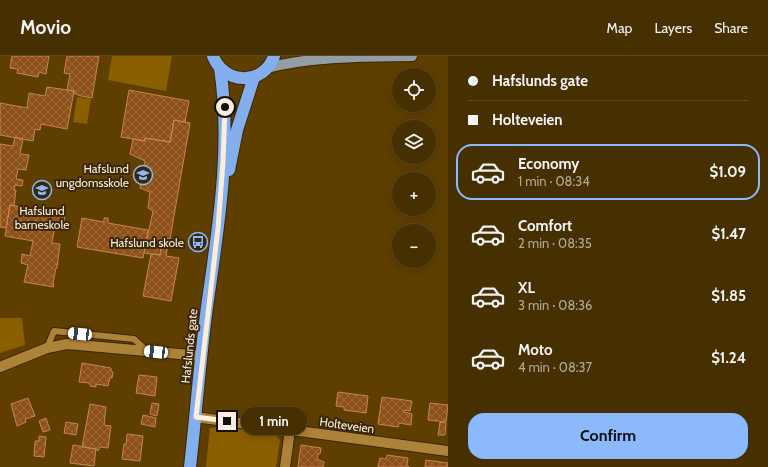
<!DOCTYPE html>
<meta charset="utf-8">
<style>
:root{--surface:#462f00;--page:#503b0f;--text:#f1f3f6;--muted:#b0a999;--line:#5e4a22;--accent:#8cb9fc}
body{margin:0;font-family:Cabin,sans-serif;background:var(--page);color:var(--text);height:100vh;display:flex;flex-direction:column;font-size:15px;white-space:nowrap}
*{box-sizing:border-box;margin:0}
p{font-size:13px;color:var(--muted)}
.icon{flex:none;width:22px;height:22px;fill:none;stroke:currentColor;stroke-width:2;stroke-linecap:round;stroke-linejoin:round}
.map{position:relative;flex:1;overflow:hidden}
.details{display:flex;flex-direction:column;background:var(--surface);width:320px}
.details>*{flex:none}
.hud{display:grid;align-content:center;height:88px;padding:0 20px;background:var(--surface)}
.tools{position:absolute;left:392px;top:12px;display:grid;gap:8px}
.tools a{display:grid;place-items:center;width:44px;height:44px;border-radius:50%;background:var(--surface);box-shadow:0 2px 10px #0003,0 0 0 1px var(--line);font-size:20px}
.end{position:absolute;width:18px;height:18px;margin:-9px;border:5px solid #fceeda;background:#111;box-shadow:0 0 0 2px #111}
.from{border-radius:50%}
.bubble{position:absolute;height:28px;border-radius:14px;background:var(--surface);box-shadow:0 2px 10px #0003,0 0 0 1px var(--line);font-size:13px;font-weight:700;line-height:28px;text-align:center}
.car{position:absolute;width:12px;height:24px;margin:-12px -6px;border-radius:5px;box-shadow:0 0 3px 1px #0007;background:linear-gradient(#fff 24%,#345 0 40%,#fff 0 76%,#345 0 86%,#fff 0)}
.hud b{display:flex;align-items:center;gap:14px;height:38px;font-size:15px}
.hud b+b{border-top:1px solid var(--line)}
.hud i{width:10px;height:10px;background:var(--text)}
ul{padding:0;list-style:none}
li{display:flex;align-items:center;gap:12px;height:56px;margin:0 8px 6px;padding:0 12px;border:2px solid transparent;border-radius:16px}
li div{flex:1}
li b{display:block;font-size:15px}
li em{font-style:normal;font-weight:700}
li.active{border-color:var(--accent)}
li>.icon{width:36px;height:36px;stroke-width:1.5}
.cta{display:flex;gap:8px;margin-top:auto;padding:8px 20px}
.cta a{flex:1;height:46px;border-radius:16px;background:var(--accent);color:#111;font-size:16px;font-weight:700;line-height:46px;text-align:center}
header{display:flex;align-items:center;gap:24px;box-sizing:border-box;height:56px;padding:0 20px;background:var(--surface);border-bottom:1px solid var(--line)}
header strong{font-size:19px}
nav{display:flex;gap:22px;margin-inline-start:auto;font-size:14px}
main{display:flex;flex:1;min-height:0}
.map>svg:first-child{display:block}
.green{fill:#8a5f00}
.building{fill:url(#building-cross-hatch);stroke:#c68552}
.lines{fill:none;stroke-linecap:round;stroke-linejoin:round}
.lane-casing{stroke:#3d2700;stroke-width:8}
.street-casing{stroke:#3d2700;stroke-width:12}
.primary-casing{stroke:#3d2700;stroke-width:12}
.highway-casing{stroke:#3d2700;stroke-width:14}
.lane{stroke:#ad8239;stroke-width:6}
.street{stroke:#ad8239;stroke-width:10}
.primary{stroke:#949da6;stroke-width:10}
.highway{stroke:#84afef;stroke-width:12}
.route{stroke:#fceeda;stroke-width:5}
.labels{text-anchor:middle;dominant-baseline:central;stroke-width:4;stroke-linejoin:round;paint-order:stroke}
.poi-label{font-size:12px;fill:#fceeda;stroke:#3a2809;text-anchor:end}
.street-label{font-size:12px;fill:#fceeda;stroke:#3a2809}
</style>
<header>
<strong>Movio</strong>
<nav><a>Map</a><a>Layers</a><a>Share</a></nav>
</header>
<main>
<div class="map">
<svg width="448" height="411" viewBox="0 0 448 411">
<defs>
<pattern id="building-cross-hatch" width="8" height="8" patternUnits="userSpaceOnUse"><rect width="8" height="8" fill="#8e5019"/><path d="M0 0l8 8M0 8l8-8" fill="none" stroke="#9f6a3a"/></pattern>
</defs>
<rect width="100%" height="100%" fill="#5e3f00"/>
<!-- green -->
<path class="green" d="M112,0H172L166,35L108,24Z
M77,41L91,43L87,68L73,66Z
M0,262H22L25,289L0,297Z
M225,371C240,372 270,369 280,384L276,411H206L210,372Z"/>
<!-- building -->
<path class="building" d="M12,0H49L46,18L39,16L38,21L17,17L18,13L10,12Z
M67,0H99L92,42L81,40L73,37L74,35L67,34L70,18L64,17Z
M47,31L74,35L67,73L41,68L40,74L35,73L33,85L0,79V47L27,52L29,37L45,40Z
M129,34L189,45L185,66L174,64L170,86L145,82V85L121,81Z
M174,64L190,67L170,183L163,182L160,199L144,197L153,155L148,152L150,136L140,132L145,105L130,98L133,83L145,85V82L170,86Z
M15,81L23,83L20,98L29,99L26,114L18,113L16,123L23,124L22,130L15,129L14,134H16L14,150L10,149L6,172L0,171V88L13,90Z
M10,149L65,159L63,171L55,170L52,187L60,188L57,212H56L53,227L54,231L24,226L28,209L21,207L22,198L30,200L33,185L5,180Z
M82,162L104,166V162H108V167L148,174L143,202L77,191Z
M163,182L169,183L166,200L179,202L171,245L143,240L151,198L160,199Z
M82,307L111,312V315L113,316L112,322L110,321L108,330L96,328V331L90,330V327L79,326Z
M139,319L157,321L155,340L136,337Z
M338,336L368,340L366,357L344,354V351L336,350Z
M382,341L412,345L410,355L404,354V356L412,358L411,369L399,367L398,371L378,368Z
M28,342L35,360L25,363L26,366L17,370L11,348Z
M152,347L159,348L157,360L150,358Z
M430,347L448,349L446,366L428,364Z
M90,348L106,351L104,369L111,370L108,392L100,391L98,395L96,393L82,391Z
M143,359L156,362L155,371L141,368Z
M46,362L50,374L43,376L39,365Z
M66,366L78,368L76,379L64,377Z
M440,366L446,367L445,379H438Z
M127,378L143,380L140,405L122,403L124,388H126Z
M39,380L46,381L44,401L34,400L35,385H39Z
M73,389L96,393L94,410L70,407Z
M301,389L321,392L320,398H318L317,403L324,406L323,411H298Z
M387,399L408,402L407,409L409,411H378L380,402L386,403Z
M426,404L448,407L447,411H425Z"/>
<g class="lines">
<defs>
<path id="lane" d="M47,292L54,275L134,283L146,294"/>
<path id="street" d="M0,311L47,292L67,288L202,300
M195,361L448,395
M285,411L290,374"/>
<path id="primary" d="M267,12C313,0 364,1 412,0"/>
<path id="highway" d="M213,0C224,29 264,30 274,0
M229,114L237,74L254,21
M190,411C196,358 200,304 207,251C218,173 232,91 220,12"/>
</defs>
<!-- lane casing -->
<use href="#lane" class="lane-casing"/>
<!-- street casing -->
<use href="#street" class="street-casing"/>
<!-- primary casing -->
<use href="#primary" class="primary-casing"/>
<!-- highway casing -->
<use href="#highway" class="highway-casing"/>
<!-- lane -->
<use href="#lane" class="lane"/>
<!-- street -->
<use href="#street" class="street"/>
<!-- primary -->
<use href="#primary" class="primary"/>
<!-- highway -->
<use href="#highway" class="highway"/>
</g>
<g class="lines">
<!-- route -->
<path class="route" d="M225,51L223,106L218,172L196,361L227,365"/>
</g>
<!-- icons -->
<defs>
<symbol id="school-ring" viewBox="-11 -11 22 22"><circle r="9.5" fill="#3a2809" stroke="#8cb9fc" stroke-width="1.5"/><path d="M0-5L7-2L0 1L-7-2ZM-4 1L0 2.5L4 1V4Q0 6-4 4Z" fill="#8cb9fc"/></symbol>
<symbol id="bus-ring" viewBox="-11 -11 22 22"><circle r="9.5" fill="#3a2809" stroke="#8cb9fc" stroke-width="1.5"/><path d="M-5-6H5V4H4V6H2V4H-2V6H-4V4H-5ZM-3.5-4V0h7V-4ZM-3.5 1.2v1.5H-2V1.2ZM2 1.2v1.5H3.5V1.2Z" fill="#8cb9fc"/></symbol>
</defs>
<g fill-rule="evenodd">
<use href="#school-ring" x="132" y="108" width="22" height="22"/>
<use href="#school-ring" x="31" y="123" width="22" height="22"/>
<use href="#bus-ring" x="187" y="175" width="22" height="22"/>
</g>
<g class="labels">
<!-- poi labels -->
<g class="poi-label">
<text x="129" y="112">Hafslund<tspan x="129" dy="14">ungdomsskole</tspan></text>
<text x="42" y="154" text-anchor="middle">Hafslund<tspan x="42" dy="14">barneskole</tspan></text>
<text x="184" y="186">Hafslund skole</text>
</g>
<!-- street labels -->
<g class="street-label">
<text transform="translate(189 290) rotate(-84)">Hafslunds gate</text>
<text transform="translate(347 369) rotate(8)">Holteveien</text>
</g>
</g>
</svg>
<div class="tools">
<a><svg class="icon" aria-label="locate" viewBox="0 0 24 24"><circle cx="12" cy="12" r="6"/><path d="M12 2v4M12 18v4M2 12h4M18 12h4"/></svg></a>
<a><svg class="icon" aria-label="layers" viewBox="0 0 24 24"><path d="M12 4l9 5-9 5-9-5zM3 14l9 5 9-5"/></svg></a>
<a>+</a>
<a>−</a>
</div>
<i class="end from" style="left:225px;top:51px"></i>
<i class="end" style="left:227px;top:365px"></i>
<div class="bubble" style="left:241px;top:351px;width:66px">1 min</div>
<i class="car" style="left:80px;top:278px;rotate:276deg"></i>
<i class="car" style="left:156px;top:296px;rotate:276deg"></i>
</div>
<section class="details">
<div class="hud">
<b><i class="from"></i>Hafslunds gate</b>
<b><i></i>Holteveien</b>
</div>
<ul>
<li class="active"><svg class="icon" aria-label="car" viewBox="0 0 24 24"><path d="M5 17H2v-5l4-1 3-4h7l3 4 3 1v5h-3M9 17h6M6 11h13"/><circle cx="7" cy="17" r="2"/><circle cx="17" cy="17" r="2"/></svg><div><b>Economy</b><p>1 min · 08:34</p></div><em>$1.09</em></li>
<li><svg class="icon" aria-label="car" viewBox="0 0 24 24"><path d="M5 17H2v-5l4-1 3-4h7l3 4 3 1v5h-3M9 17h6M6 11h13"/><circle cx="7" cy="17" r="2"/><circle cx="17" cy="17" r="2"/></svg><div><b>Comfort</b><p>2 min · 08:35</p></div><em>$1.47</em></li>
<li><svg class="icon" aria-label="car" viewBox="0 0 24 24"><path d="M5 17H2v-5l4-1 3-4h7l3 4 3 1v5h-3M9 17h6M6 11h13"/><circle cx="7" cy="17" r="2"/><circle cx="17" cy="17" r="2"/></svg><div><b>XL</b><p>3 min · 08:36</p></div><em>$1.85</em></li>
<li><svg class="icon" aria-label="car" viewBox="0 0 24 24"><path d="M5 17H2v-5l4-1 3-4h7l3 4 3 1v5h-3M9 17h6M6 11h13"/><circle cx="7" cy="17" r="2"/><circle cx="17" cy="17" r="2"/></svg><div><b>Moto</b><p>4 min · 08:37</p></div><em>$1.24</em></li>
</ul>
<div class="cta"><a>Confirm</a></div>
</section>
</main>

==================================================

#### Exercise instructions:
Report every line from the listing above where the string "grid" can be found.

#### Answer for the task:
.hud{display:grid;align-content:center;height:88px;padding:0 20px;background:var(--surface)}
.tools{position:absolute;left:392px;top:12px;display:grid;gap:8px}
.tools a{display:grid;place-items:center;width:44px;height:44px;border-radius:50%;background:var(--surface);box-shadow:0 2px 10px #0003,0 0 0 1px var(--line);font-size:20px}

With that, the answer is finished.